**Brief**:
Below are records; copy every line in them that holds the word "align".

++++++++

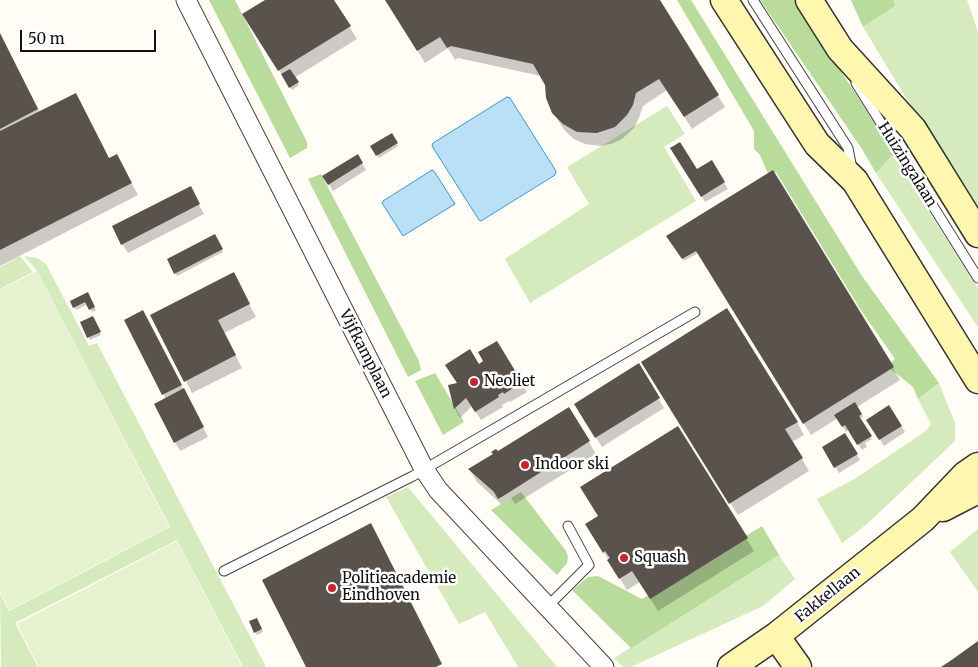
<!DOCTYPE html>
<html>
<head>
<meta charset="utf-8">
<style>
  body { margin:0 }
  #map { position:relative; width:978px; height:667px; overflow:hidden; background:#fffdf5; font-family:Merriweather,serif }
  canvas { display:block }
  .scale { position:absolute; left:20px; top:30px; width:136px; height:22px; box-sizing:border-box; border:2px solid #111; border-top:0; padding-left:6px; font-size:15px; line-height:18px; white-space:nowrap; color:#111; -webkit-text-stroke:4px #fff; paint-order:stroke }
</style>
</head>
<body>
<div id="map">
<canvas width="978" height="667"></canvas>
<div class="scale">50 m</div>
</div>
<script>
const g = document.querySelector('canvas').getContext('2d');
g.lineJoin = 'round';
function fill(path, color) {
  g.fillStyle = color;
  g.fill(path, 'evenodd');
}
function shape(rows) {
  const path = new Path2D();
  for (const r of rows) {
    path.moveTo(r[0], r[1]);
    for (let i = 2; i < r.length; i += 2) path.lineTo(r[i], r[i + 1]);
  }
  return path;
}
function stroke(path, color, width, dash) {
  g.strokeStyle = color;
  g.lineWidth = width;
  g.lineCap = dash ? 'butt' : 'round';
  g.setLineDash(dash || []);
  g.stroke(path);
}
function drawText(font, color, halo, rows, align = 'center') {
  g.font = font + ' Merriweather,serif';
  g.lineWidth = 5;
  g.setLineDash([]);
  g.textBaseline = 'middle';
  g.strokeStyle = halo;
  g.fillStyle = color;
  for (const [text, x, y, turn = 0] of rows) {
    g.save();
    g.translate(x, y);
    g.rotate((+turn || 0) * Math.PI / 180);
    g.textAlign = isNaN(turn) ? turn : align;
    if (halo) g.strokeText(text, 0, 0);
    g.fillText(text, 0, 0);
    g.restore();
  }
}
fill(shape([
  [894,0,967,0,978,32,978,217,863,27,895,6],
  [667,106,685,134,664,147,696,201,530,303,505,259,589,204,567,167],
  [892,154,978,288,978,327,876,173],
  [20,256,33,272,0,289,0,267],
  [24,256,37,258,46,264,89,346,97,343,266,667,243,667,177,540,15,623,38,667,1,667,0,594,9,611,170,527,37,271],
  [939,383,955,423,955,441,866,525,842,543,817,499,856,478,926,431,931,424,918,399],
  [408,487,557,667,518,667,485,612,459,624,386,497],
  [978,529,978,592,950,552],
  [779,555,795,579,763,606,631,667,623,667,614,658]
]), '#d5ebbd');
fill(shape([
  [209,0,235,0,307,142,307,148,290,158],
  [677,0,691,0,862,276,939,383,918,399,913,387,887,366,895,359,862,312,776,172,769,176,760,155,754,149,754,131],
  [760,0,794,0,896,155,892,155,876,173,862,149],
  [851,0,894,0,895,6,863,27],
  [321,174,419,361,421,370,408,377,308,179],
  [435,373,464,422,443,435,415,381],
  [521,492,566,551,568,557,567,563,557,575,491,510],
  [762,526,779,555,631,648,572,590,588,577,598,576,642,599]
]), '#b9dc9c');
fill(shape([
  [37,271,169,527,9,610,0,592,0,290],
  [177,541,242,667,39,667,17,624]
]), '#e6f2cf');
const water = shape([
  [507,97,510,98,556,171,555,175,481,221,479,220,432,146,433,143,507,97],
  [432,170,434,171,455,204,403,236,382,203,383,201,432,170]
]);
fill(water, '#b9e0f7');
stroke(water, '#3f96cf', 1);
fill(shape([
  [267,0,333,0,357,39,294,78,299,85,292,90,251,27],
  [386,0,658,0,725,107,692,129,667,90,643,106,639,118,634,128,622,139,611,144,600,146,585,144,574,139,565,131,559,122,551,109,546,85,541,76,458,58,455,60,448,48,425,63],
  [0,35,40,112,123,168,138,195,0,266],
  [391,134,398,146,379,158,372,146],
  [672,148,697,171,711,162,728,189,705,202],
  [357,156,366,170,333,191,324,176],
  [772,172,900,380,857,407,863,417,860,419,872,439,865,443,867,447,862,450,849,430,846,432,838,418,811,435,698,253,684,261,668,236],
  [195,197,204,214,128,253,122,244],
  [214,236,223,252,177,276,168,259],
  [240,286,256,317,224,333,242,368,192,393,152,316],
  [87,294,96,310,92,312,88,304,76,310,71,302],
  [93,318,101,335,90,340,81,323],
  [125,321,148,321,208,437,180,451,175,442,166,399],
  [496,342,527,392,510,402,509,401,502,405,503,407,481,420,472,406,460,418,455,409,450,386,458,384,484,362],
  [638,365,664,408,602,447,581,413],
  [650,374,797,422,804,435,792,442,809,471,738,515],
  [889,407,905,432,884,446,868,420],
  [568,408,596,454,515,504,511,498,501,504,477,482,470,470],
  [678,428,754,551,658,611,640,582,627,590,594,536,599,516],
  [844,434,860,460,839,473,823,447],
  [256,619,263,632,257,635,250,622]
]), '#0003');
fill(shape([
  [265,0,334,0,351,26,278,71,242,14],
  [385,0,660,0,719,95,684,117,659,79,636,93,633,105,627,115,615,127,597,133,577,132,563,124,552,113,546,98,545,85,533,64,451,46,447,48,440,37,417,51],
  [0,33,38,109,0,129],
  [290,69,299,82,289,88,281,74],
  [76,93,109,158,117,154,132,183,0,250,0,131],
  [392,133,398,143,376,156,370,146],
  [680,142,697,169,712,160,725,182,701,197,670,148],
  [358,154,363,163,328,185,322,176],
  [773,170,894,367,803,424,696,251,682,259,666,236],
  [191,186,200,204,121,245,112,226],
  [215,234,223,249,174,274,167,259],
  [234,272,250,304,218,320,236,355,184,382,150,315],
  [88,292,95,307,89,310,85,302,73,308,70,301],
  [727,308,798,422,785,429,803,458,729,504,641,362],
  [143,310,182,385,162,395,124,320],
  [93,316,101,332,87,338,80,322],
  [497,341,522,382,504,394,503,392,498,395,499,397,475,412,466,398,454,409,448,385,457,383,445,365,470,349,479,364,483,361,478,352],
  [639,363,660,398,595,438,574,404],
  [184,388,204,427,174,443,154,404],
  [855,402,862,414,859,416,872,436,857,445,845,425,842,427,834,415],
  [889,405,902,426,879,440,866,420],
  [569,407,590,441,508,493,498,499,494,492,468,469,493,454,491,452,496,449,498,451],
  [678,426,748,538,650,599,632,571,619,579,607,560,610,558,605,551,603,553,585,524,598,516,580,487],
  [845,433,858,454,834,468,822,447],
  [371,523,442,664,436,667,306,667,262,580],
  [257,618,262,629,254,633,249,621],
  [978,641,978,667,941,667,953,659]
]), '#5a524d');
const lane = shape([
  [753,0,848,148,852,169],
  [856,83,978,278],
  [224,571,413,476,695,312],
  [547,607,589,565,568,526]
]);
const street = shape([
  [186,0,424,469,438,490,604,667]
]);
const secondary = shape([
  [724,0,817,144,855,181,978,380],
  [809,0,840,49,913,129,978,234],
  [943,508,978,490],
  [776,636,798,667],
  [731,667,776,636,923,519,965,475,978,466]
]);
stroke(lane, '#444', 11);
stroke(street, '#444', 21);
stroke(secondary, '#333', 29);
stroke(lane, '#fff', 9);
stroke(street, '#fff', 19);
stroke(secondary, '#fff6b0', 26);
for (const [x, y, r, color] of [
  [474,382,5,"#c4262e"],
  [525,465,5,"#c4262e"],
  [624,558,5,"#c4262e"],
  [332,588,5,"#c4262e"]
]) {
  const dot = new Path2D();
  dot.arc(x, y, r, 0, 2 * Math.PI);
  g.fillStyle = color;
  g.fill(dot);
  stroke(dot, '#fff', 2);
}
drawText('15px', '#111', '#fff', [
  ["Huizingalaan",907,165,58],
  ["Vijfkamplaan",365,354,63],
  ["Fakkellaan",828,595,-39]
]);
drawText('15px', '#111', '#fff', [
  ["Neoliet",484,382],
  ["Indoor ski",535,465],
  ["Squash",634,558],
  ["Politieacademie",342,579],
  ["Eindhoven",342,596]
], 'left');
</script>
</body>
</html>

++++++++

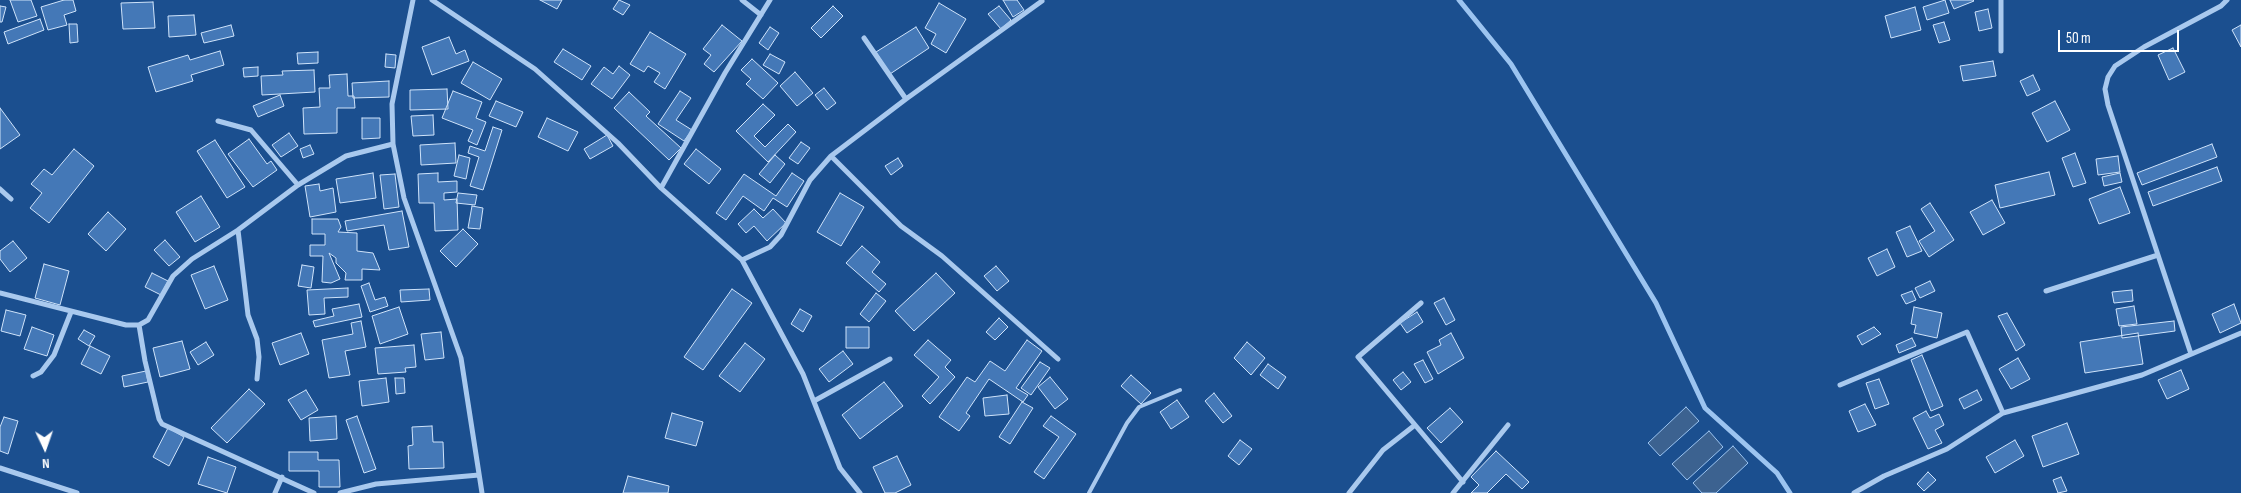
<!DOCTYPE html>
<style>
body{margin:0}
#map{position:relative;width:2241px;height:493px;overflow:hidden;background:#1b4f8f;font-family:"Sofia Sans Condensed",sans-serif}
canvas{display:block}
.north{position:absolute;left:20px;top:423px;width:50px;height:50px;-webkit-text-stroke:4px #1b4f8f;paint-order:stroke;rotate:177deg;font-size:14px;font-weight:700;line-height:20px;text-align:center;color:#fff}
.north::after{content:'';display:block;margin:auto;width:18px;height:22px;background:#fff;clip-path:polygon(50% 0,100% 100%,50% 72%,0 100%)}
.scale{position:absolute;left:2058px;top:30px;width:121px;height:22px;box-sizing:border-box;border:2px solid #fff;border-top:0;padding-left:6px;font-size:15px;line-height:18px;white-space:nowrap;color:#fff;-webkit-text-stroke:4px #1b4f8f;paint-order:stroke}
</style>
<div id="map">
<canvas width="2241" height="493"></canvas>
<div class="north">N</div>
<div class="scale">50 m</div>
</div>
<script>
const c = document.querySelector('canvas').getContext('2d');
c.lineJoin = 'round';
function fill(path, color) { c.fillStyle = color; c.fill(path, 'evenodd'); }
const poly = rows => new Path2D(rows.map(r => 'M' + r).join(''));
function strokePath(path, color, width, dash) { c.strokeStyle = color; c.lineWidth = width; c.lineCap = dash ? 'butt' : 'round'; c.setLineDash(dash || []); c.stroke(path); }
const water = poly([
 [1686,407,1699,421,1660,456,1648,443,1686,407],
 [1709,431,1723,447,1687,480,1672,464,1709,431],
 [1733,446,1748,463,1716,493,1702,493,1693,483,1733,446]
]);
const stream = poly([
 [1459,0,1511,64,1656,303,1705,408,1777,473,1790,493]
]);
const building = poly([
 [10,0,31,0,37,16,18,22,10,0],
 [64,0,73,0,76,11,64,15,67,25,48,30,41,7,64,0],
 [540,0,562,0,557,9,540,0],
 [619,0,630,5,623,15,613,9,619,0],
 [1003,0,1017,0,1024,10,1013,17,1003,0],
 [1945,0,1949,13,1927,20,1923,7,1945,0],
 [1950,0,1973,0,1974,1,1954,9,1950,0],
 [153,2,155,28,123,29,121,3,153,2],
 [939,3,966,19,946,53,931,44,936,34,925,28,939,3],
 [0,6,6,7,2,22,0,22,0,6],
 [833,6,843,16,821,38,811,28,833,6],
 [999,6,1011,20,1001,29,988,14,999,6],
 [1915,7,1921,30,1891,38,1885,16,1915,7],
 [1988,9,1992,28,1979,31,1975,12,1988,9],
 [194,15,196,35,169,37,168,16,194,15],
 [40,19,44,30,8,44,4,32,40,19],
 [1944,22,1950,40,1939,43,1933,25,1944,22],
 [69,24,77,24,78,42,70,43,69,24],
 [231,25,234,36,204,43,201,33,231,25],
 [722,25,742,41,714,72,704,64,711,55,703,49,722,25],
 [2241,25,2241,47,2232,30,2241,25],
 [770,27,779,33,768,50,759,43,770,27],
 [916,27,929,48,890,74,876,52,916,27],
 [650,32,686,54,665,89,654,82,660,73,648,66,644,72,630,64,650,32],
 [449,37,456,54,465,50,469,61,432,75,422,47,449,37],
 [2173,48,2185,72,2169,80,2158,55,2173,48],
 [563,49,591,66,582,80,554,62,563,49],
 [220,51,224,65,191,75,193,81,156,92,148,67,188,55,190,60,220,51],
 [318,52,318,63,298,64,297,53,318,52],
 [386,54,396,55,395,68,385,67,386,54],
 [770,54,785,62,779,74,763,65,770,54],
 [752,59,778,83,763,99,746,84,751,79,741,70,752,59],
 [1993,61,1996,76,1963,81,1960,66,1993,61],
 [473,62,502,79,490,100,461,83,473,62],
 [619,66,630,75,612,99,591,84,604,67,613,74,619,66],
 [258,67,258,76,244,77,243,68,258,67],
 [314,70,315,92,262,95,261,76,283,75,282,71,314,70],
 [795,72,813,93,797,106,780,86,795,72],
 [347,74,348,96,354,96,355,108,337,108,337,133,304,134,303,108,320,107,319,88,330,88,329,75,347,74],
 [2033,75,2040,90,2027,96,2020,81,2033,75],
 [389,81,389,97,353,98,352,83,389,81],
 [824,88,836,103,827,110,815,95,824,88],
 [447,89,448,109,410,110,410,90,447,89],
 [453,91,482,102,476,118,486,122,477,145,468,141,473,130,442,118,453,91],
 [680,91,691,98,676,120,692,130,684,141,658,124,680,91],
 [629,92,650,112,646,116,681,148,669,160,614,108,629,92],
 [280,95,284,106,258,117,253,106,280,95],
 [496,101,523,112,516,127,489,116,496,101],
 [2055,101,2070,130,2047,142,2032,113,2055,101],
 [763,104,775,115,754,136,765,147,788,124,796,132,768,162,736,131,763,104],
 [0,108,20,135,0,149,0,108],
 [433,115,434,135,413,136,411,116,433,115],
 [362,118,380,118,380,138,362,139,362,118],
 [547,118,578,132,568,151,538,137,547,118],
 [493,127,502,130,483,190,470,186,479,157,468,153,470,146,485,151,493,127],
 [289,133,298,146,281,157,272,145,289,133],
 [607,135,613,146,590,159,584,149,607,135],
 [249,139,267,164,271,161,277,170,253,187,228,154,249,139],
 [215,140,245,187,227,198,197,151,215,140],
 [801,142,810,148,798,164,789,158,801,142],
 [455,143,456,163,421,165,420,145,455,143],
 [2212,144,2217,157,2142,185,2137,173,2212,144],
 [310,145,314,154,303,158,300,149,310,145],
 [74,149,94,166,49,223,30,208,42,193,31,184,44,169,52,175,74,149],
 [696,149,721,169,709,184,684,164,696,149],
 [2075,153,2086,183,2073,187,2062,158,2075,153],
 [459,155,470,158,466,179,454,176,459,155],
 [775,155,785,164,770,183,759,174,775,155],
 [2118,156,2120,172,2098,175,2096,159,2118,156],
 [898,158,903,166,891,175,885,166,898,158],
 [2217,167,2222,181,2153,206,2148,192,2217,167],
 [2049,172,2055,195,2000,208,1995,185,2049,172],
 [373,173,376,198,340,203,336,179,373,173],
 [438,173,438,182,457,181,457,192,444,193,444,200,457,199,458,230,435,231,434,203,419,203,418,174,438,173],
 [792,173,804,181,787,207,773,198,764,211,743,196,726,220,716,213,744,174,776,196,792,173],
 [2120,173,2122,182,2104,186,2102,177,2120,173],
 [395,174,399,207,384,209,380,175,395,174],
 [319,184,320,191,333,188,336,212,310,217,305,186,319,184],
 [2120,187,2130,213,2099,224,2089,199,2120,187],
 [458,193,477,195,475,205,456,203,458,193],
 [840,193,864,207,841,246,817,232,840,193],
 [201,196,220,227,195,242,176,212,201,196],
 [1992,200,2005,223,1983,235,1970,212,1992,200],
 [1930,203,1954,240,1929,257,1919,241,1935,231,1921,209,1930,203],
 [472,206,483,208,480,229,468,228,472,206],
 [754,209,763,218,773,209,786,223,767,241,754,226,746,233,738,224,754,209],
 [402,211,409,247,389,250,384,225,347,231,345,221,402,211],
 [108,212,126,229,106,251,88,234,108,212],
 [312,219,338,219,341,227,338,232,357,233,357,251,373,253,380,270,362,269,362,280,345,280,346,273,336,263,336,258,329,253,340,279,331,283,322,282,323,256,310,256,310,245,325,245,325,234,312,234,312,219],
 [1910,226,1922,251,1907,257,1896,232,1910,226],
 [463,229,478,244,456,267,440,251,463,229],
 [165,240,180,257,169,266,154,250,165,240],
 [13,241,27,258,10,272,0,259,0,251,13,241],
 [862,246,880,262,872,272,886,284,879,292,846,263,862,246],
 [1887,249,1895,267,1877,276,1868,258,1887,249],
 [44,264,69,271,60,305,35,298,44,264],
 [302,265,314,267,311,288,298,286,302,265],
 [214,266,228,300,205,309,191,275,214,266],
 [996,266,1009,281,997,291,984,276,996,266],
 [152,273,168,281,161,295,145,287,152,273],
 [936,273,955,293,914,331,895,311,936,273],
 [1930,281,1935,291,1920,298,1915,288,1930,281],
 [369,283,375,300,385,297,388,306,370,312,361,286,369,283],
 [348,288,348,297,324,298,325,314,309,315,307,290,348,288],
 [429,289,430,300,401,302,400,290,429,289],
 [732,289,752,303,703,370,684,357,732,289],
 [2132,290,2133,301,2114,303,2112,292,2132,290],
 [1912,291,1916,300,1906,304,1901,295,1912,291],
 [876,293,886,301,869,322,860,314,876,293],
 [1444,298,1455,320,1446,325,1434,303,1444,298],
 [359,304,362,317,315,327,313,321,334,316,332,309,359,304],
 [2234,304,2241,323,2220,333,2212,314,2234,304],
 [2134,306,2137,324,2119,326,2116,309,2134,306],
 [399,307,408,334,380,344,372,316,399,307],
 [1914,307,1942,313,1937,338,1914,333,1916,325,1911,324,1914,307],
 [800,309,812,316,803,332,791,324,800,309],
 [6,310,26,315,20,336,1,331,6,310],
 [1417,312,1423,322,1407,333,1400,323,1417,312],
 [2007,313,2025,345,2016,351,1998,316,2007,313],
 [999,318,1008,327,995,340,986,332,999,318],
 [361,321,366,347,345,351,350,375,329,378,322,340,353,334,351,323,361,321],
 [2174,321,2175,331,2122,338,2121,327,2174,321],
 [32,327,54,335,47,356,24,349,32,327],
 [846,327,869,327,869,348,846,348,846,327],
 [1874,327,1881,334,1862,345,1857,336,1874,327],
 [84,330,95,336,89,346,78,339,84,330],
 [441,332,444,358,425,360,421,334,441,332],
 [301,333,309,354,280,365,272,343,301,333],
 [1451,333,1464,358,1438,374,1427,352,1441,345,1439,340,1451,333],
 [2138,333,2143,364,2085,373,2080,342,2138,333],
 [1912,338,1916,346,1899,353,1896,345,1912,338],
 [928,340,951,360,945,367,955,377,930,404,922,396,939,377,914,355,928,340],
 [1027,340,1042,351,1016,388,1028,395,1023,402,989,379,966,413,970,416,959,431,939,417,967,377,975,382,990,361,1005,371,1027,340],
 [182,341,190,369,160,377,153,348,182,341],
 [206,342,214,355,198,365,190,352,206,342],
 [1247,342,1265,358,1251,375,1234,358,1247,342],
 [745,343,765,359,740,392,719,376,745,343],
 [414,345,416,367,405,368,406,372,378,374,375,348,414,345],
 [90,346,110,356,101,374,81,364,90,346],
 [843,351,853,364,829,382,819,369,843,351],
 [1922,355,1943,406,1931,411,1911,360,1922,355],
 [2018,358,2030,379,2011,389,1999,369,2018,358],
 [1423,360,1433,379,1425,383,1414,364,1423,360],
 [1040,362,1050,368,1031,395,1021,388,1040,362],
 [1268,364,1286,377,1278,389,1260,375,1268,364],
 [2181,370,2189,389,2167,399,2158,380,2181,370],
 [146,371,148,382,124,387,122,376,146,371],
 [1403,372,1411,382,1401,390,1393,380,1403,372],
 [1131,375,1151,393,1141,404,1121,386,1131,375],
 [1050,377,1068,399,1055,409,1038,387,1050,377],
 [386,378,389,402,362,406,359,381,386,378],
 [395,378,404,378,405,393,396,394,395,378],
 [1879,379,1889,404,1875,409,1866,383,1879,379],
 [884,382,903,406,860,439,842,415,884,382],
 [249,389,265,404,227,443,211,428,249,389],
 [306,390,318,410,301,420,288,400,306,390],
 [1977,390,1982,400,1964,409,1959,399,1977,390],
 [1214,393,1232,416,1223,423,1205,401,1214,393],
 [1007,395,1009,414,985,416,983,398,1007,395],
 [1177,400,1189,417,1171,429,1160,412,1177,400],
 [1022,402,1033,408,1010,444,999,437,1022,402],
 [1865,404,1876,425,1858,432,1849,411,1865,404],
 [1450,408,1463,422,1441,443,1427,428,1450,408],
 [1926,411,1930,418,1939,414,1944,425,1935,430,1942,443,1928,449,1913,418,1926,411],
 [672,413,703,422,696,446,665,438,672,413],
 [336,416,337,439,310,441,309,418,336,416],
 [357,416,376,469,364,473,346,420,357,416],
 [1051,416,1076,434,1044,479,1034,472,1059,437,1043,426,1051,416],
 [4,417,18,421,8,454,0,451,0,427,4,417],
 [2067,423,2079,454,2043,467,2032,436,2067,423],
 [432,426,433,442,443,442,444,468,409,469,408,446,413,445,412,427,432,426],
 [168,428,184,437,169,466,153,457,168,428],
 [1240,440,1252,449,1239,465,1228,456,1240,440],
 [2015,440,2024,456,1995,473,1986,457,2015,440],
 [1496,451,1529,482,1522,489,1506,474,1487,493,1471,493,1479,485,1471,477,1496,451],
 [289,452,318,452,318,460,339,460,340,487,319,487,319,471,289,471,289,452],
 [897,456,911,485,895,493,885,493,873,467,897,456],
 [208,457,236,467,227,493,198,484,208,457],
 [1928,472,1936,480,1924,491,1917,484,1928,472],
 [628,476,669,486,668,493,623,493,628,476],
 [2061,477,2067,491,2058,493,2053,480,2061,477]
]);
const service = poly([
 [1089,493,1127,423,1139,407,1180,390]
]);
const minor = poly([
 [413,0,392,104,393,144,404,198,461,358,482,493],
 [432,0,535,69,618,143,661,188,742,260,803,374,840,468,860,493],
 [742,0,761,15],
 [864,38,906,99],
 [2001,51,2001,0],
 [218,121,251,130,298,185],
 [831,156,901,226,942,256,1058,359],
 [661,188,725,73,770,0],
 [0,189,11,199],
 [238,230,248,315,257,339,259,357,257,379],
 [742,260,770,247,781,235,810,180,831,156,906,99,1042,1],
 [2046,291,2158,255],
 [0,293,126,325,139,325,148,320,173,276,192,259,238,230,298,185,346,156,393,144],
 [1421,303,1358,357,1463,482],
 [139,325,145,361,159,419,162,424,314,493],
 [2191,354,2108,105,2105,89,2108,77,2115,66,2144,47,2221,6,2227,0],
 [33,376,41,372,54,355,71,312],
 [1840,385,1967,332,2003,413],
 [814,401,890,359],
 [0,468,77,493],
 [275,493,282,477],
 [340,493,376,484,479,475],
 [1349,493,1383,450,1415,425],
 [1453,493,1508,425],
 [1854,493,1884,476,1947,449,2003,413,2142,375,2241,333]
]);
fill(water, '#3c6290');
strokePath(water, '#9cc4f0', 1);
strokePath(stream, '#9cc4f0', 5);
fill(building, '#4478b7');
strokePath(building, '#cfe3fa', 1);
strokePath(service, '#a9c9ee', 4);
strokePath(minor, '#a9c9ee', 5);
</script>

++++++++

**Solution to the exercise**:
function drawText(font, color, halo, rows, align = 'center') {
    g.textAlign = isNaN(turn) ? turn : align;
.north{position:absolute;left:20px;top:423px;width:50px;height:50px;-webkit-text-stroke:4px #1b4f8f;paint-order:stroke;rotate:177deg;font-size:14px;font-weight:700;line-height:20px;text-align:center;color:#fff}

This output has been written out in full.